> _Your task_
Return the data below unchanged, without images.

[Items listed in a dataset]
%%

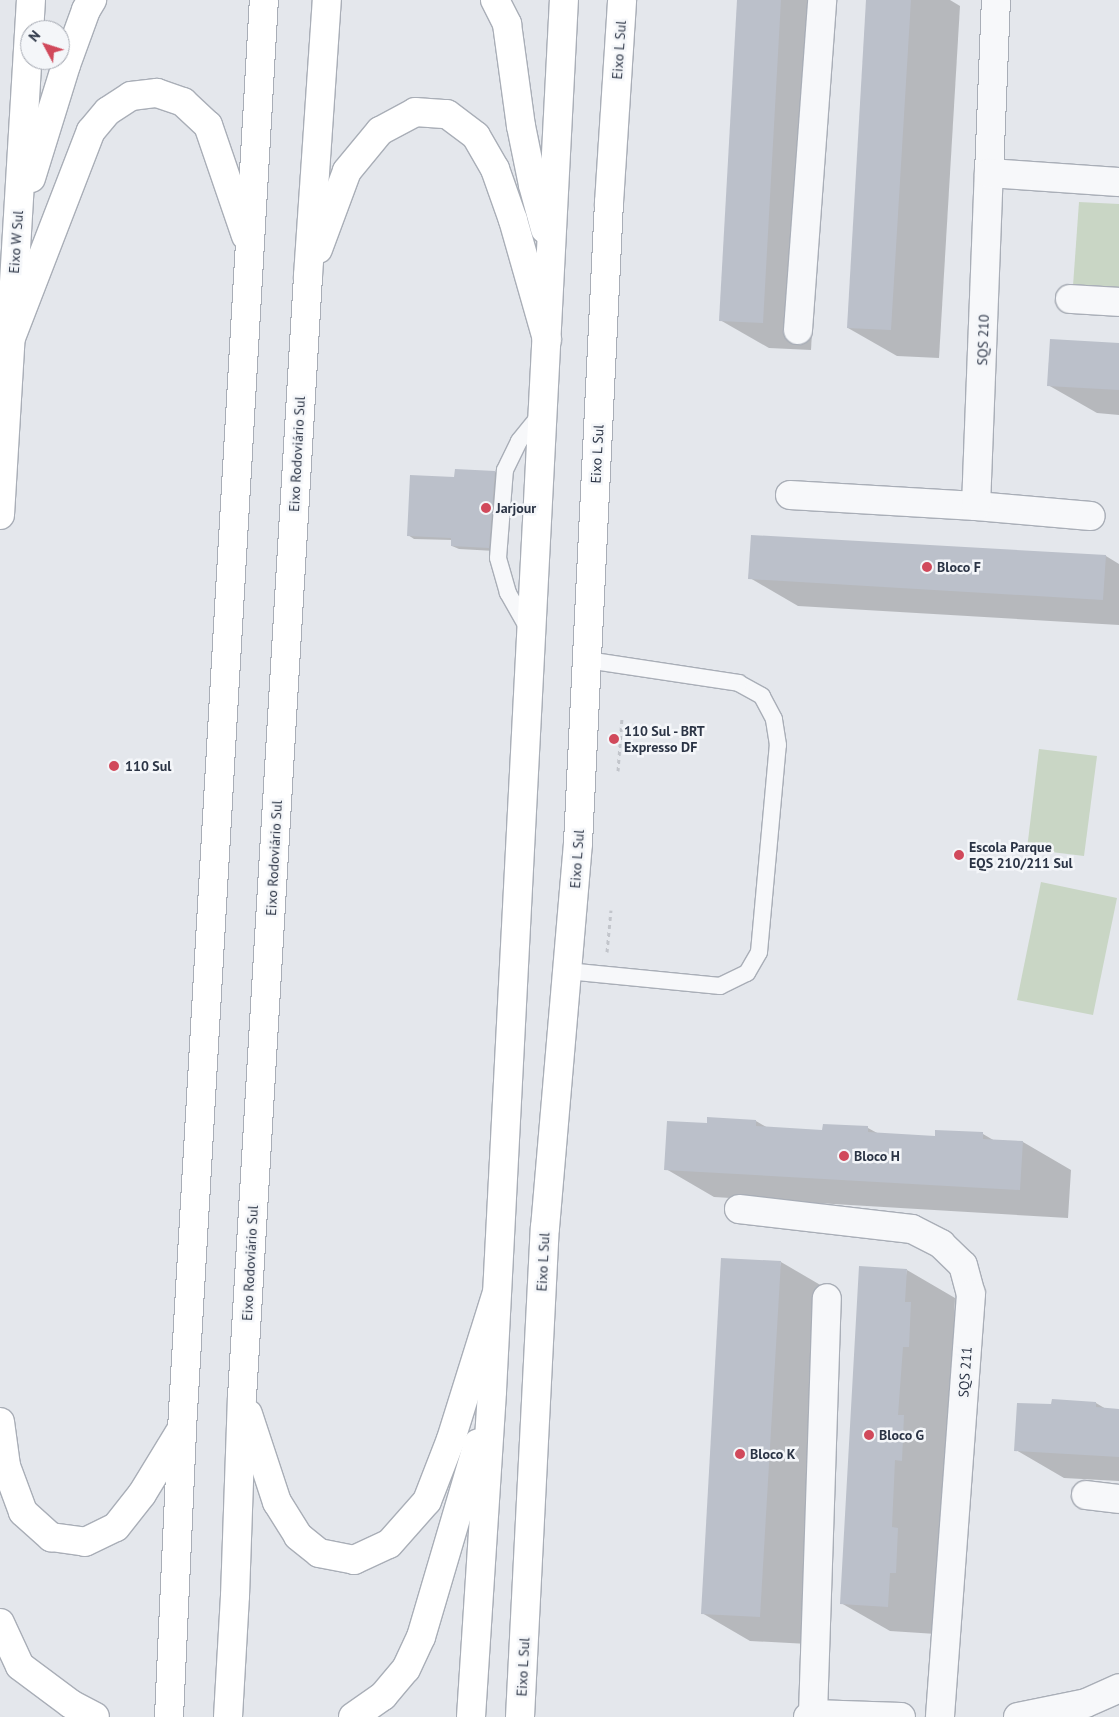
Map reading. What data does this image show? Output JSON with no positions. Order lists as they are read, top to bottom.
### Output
{
  "streets": {
    "main road": ["Eixo L Sul", "Eixo W Sul", "Eixo Rodoviário Sul"],
    "street": ["SQS 210", "SQS 211"]
  },
  "places": [
    "Jarjour",
    "Bloco F",
    "110 Sul - BRT Expresso DF",
    "110 Sul",
    "Escola Parque EQS 210/211 Sul",
    "Bloco H",
    "Bloco G",
    "Bloco K"
  ],
  "north": "top left"
}
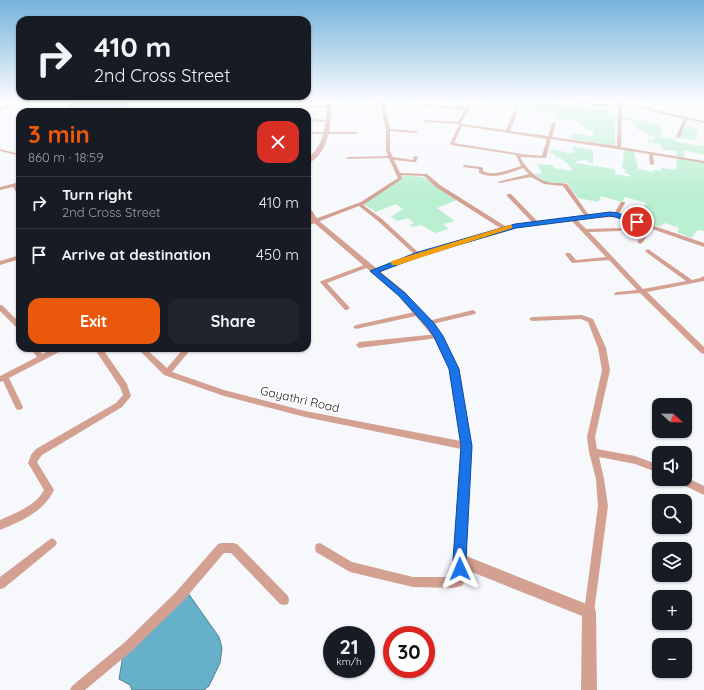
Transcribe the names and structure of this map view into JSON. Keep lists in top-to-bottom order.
{
  "streets": {
    "street": ["Gayathri Road"]
  },
  "north": "right",
  "page": {
    "turn": ["410 m", "2nd Cross Street"],
    "heading": ["3 min", "860 m · 18:59"],
    "list": [
      {
        "name": "Turn right",
        "note": "2nd Cross Street",
        "value": "410 m"
      },
      {
        "name": "Arrive at destination",
        "value": "450 m"
      }
    ],
    "buttons": ["Exit", "Share"],
    "map_buttons": ["+", "−"],
    "speed": "21 km/h",
    "limit": "30"
  }
}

%%

> _Output below_
Map reading. What data does this image show? Output JSON with no positions. Order lists as they are read, top to bottom.
### Output
{
  "streets": {
    "main road": ["Eixo L Sul", "Eixo W Sul", "Eixo Rodoviário Sul"],
    "street": ["SQS 210", "SQS 211"]
  },
  "places": [
    "Jarjour",
    "Bloco F",
    "110 Sul - BRT Expresso DF",
    "110 Sul",
    "Escola Parque EQS 210/211 Sul",
    "Bloco H",
    "Bloco G",
    "Bloco K"
  ],
  "north": "top left"
}
Transcribe the names and structure of this map view into JSON. Keep lists in top-to-bottom order.
{
  "streets": {
    "street": ["Gayathri Road"]
  },
  "north": "right",
  "page": {
    "turn": ["410 m", "2nd Cross Street"],
    "heading": ["3 min", "860 m · 18:59"],
    "list": [
      {
        "name": "Turn right",
        "note": "2nd Cross Street",
        "value": "410 m"
      },
      {
        "name": "Arrive at destination",
        "value": "450 m"
      }
    ],
    "buttons": ["Exit", "Share"],
    "map_buttons": ["+", "−"],
    "speed": "21 km/h",
    "limit": "30"
  }
}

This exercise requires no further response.